Updated: Oct 19, 2020

Comment on the NLRB’s Proposed Definition of Joint Employer



President Trump’s new appointees at the National Labor Relations Board (NLRB) are on a mission. Quietly, the new Board majority is pushing hard (along with Republican members of congress) to implement a regulation that would help employers continue to deny the union rights and hold down the wages of tens of millions of American workers for some time to come.

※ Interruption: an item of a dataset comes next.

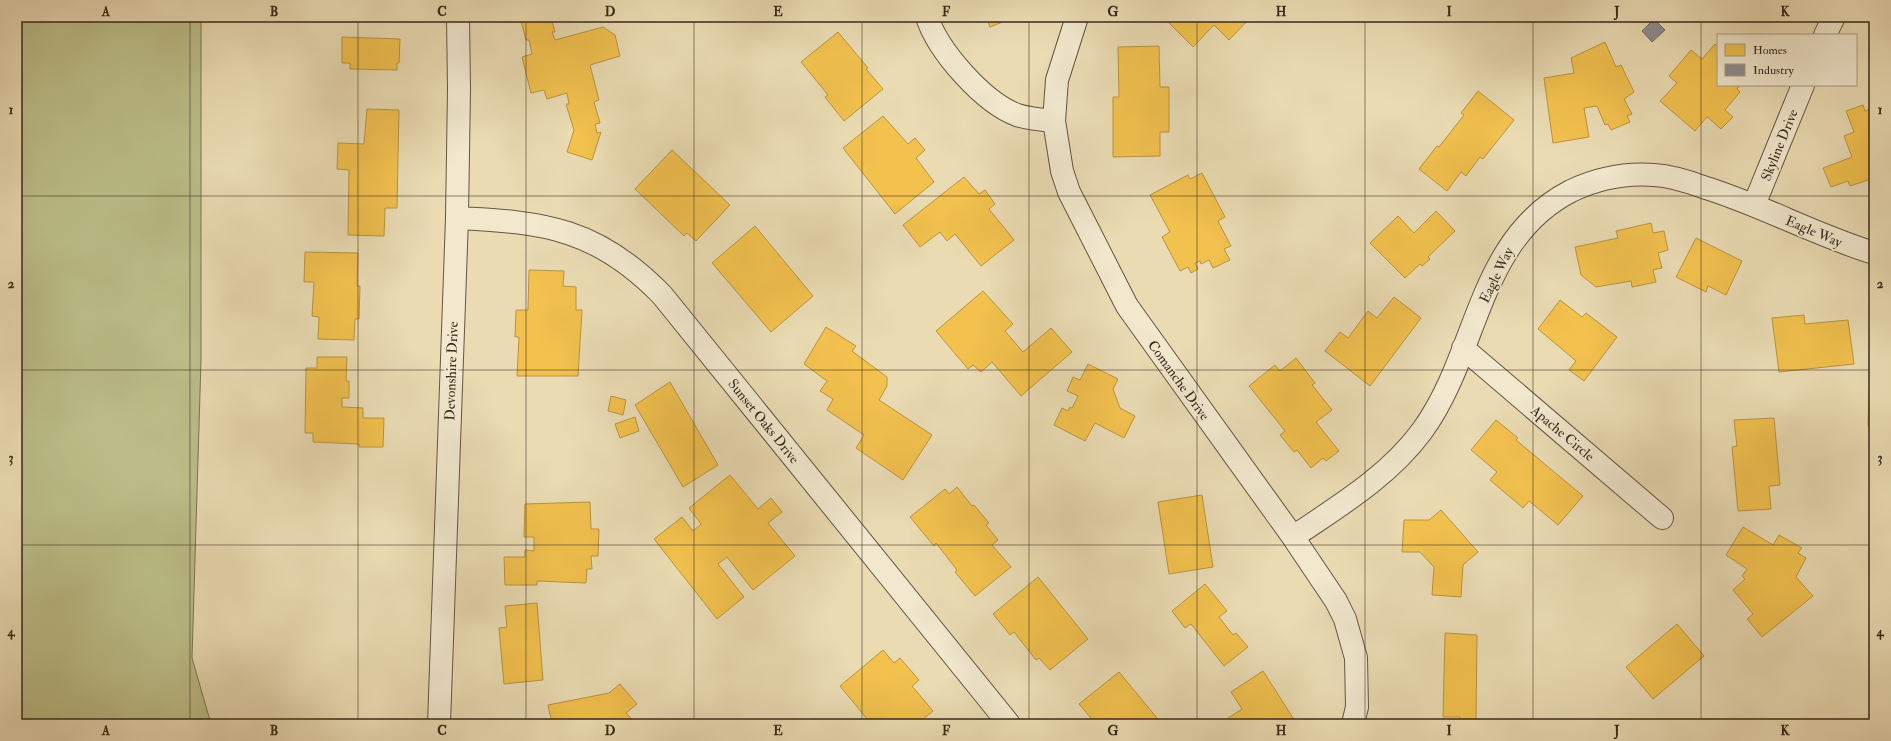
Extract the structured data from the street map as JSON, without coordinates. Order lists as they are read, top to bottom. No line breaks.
{"streets":{"street":["Skyline Drive","Eagle Way","Devonshire Drive","Comanche Drive","Sunset Oaks Drive","Apache Circle"]},"crossings":[["Skyline Drive","Eagle Way"],["Eagle Way","Comanche Drive"],["Eagle Way","Apache Circle"],["Devonshire Drive","Sunset Oaks Drive"]],"legend":["Homes","Industry"],"grid":{"columns":["A","B","C","D","E","F","G","H","I","J","K"],"rows":["1","2","3","4"]}}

The regulation being championed by Trump’s NLRB is a revised (one might say rigged) definition of the term joint employer. How this term is defined and interpreted determines whether workers in certain employment arrangements (most especially temp agency workers, franchised workers, and some subcontracted workers) are able to hold accountable to law, as responsible joint employers, parent corporations that exercise a substantial share of control over their wages and working conditions. What the new NLRB members are proposing is to lock into U.S. labor policy an even narrower and more pernicious version of the joint employer standard that the NLRB had upheld, in one way or another, for several decades. Under that standard, a practice of dubious legality was allowed to spread throughout our economy wherein major corporations appropriate and exploit the labor of certain groups of American workers without recognizing them as their legal employees, thereby denying those workers the protections that our labor and employment laws afford only to employees, and stripping them of any voice or bargaining rights within the giant companies for which they provide labor inputs and create wealth.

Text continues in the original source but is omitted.